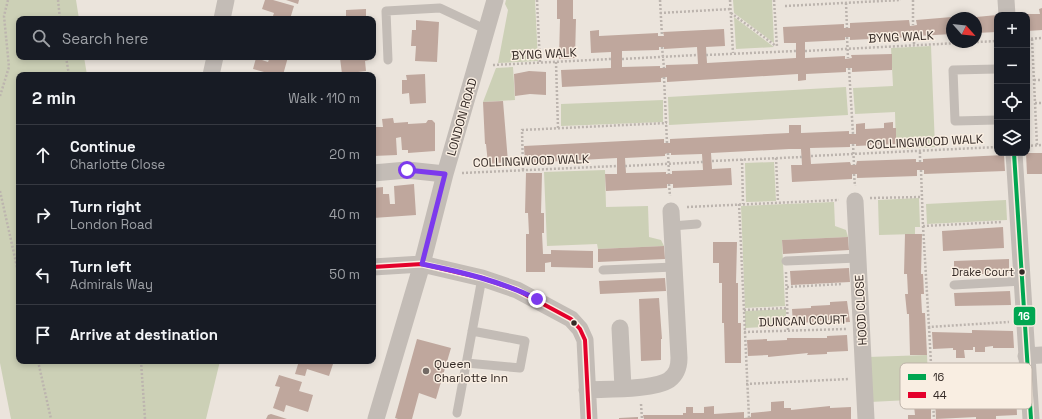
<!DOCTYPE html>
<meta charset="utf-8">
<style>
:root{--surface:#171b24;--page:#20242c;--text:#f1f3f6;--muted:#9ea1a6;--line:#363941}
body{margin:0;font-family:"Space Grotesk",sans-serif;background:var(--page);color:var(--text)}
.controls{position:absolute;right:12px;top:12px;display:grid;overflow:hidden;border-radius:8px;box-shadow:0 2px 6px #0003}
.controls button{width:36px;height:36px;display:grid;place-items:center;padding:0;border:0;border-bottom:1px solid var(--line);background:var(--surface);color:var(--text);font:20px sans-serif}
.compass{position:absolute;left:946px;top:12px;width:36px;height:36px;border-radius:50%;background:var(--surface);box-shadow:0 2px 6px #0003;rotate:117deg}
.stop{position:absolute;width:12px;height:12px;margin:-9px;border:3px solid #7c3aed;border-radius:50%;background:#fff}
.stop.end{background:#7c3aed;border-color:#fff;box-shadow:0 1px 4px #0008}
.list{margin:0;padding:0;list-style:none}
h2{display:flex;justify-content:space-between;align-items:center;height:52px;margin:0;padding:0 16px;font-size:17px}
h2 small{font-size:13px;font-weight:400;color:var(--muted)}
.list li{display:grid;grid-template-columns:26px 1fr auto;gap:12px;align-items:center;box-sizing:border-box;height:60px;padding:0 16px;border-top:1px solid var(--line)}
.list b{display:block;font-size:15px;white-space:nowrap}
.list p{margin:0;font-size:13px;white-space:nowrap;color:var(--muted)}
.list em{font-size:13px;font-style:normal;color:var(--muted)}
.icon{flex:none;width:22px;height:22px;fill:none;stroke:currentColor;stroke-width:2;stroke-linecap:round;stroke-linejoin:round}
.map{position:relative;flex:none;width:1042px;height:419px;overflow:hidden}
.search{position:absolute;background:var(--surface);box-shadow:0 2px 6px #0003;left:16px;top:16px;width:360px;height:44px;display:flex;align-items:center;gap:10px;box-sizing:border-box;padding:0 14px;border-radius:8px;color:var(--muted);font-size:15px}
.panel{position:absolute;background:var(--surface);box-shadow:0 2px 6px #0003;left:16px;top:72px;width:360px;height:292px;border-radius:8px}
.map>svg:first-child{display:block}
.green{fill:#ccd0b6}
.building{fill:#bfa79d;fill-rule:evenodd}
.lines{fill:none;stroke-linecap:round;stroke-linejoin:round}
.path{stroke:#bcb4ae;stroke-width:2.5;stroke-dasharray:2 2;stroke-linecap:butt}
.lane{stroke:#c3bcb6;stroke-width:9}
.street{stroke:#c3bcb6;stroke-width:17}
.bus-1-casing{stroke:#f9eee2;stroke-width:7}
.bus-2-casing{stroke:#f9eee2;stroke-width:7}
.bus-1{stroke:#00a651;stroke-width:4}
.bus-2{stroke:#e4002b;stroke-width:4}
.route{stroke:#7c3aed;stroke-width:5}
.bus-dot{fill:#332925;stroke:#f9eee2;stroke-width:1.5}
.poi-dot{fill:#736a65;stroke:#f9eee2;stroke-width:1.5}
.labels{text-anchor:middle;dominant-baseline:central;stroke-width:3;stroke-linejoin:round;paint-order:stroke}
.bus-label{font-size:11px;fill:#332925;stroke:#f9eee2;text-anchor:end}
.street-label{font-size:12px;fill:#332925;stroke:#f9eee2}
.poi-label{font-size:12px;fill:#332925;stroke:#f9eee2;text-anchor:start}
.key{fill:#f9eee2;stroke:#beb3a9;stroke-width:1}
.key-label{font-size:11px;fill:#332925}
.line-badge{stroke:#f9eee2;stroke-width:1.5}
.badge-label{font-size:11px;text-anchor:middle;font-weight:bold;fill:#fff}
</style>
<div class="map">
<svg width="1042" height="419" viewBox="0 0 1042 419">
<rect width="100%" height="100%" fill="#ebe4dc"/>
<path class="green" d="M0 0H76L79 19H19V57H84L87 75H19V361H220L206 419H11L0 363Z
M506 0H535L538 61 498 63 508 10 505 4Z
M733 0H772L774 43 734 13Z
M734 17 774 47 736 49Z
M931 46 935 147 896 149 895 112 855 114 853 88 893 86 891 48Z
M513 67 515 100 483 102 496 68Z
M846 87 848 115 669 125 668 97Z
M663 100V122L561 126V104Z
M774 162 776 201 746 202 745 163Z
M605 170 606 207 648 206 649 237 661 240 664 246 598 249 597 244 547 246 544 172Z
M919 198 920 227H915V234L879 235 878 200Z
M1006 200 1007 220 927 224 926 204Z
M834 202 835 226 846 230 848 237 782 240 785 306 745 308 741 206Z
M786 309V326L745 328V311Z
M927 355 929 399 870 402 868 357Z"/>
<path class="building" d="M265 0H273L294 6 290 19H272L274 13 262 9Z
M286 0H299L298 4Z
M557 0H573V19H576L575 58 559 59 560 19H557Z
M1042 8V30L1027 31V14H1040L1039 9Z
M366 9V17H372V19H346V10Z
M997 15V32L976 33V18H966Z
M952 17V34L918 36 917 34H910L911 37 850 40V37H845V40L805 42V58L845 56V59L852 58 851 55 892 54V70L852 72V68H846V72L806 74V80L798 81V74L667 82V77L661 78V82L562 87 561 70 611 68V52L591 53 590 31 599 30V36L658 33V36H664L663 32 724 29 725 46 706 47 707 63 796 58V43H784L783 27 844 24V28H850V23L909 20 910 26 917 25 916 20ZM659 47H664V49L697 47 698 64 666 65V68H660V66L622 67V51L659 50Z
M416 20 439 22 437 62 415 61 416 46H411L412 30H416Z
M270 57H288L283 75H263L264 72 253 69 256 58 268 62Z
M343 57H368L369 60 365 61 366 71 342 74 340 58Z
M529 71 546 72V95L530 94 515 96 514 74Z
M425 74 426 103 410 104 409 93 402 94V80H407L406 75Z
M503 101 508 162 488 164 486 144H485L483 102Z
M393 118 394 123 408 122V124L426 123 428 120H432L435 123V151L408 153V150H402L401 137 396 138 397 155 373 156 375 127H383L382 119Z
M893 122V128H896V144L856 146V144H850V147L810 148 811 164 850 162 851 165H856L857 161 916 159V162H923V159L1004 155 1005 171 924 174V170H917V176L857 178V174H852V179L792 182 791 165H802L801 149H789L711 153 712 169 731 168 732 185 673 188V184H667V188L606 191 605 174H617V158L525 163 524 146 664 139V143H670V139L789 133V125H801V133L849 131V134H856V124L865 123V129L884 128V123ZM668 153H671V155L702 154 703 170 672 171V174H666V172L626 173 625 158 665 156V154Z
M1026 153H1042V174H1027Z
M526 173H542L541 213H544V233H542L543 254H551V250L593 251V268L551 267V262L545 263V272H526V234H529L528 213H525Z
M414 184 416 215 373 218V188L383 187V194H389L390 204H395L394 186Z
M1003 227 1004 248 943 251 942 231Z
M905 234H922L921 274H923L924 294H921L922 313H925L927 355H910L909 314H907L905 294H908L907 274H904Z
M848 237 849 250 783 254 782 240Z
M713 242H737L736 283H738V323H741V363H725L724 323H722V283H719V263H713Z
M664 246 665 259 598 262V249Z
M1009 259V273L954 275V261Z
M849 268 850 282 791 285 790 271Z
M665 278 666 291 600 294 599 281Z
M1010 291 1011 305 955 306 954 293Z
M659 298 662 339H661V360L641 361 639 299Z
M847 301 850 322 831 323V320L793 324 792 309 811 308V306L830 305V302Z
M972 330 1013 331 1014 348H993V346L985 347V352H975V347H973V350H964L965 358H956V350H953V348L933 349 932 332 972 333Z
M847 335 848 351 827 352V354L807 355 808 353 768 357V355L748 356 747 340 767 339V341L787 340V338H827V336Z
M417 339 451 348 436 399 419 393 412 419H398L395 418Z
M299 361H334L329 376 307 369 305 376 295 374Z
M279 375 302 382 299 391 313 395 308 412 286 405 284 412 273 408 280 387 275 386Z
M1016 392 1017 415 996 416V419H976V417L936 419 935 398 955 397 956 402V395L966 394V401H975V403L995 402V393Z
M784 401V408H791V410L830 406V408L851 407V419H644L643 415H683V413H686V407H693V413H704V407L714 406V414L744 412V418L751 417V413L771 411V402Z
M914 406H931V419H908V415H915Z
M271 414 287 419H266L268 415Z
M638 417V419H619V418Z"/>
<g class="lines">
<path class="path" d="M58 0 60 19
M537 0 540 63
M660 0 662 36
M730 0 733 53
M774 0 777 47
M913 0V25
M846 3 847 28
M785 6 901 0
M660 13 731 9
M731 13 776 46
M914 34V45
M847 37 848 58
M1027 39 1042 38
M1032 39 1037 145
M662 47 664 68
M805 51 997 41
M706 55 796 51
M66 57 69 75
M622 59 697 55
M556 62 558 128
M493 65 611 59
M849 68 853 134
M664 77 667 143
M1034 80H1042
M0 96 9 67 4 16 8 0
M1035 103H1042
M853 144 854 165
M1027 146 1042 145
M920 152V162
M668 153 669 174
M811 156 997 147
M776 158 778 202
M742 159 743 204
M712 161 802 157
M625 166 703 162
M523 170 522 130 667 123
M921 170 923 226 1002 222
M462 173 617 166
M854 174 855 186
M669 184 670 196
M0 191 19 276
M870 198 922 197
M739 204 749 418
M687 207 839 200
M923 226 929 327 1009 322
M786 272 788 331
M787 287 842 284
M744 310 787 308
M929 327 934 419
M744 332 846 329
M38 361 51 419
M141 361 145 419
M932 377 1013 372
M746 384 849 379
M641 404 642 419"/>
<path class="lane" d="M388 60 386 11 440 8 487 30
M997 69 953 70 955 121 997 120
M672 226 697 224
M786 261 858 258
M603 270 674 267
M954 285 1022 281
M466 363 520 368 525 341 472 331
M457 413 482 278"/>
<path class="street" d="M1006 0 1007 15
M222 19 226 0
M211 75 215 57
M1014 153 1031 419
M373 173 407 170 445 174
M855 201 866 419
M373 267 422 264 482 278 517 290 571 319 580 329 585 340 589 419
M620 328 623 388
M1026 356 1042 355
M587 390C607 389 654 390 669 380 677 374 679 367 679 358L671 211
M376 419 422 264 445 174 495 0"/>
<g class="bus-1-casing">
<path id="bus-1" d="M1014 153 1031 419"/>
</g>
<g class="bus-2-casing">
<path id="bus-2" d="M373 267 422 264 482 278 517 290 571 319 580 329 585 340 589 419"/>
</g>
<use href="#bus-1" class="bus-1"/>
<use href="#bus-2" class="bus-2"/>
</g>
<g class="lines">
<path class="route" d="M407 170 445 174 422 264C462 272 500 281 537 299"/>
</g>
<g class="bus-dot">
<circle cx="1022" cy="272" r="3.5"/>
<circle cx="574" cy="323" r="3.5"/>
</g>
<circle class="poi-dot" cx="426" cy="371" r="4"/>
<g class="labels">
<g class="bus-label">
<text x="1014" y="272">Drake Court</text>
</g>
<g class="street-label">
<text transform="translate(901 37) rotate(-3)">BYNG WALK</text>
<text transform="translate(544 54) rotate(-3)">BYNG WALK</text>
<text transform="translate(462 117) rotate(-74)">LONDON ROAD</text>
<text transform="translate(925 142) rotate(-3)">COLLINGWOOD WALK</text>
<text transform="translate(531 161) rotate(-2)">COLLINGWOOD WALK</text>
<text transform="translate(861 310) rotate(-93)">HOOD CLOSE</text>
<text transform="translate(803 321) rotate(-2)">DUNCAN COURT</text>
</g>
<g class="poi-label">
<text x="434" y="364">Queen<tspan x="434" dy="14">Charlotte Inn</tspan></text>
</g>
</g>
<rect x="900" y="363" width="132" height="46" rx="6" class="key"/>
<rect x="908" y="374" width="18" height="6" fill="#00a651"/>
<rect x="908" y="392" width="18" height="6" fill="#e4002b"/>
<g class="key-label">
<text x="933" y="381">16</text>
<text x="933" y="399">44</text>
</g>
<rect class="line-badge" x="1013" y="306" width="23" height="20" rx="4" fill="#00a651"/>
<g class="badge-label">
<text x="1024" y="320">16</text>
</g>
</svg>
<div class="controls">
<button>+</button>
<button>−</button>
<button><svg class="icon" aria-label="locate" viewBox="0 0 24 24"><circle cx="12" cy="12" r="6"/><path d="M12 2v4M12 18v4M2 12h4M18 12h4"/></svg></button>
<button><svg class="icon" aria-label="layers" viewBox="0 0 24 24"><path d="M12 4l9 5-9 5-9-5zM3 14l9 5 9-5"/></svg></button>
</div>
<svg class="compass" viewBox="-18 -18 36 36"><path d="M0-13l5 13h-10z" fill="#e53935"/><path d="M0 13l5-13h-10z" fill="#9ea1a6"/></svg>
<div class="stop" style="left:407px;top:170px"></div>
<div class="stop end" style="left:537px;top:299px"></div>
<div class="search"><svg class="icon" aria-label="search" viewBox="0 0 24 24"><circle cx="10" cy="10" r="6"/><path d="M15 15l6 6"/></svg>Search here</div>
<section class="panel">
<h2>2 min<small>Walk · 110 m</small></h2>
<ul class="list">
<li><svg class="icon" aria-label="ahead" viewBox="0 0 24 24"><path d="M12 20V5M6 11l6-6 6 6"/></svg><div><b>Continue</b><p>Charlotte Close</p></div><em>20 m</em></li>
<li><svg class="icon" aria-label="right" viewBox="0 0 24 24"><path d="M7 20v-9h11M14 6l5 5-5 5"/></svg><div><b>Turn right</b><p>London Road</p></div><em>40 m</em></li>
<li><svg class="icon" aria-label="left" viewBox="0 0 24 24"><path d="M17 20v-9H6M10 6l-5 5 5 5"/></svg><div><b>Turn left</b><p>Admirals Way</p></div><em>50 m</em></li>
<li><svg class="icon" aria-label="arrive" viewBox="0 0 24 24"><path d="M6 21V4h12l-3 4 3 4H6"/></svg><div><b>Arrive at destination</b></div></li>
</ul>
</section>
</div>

....................

WHAT YOU WILL DO:
Working from the entries above, find every line in which the word "linecap" occurs and copy it.

SOLUTION TO THIS PROBLEM:
.icon{flex:none;width:22px;height:22px;fill:none;stroke:currentColor;stroke-width:2;stroke-linecap:round;stroke-linejoin:round}
.lines{fill:none;stroke-linecap:round;stroke-linejoin:round}
.path{stroke:#bcb4ae;stroke-width:2.5;stroke-dasharray:2 2;stroke-linecap:butt}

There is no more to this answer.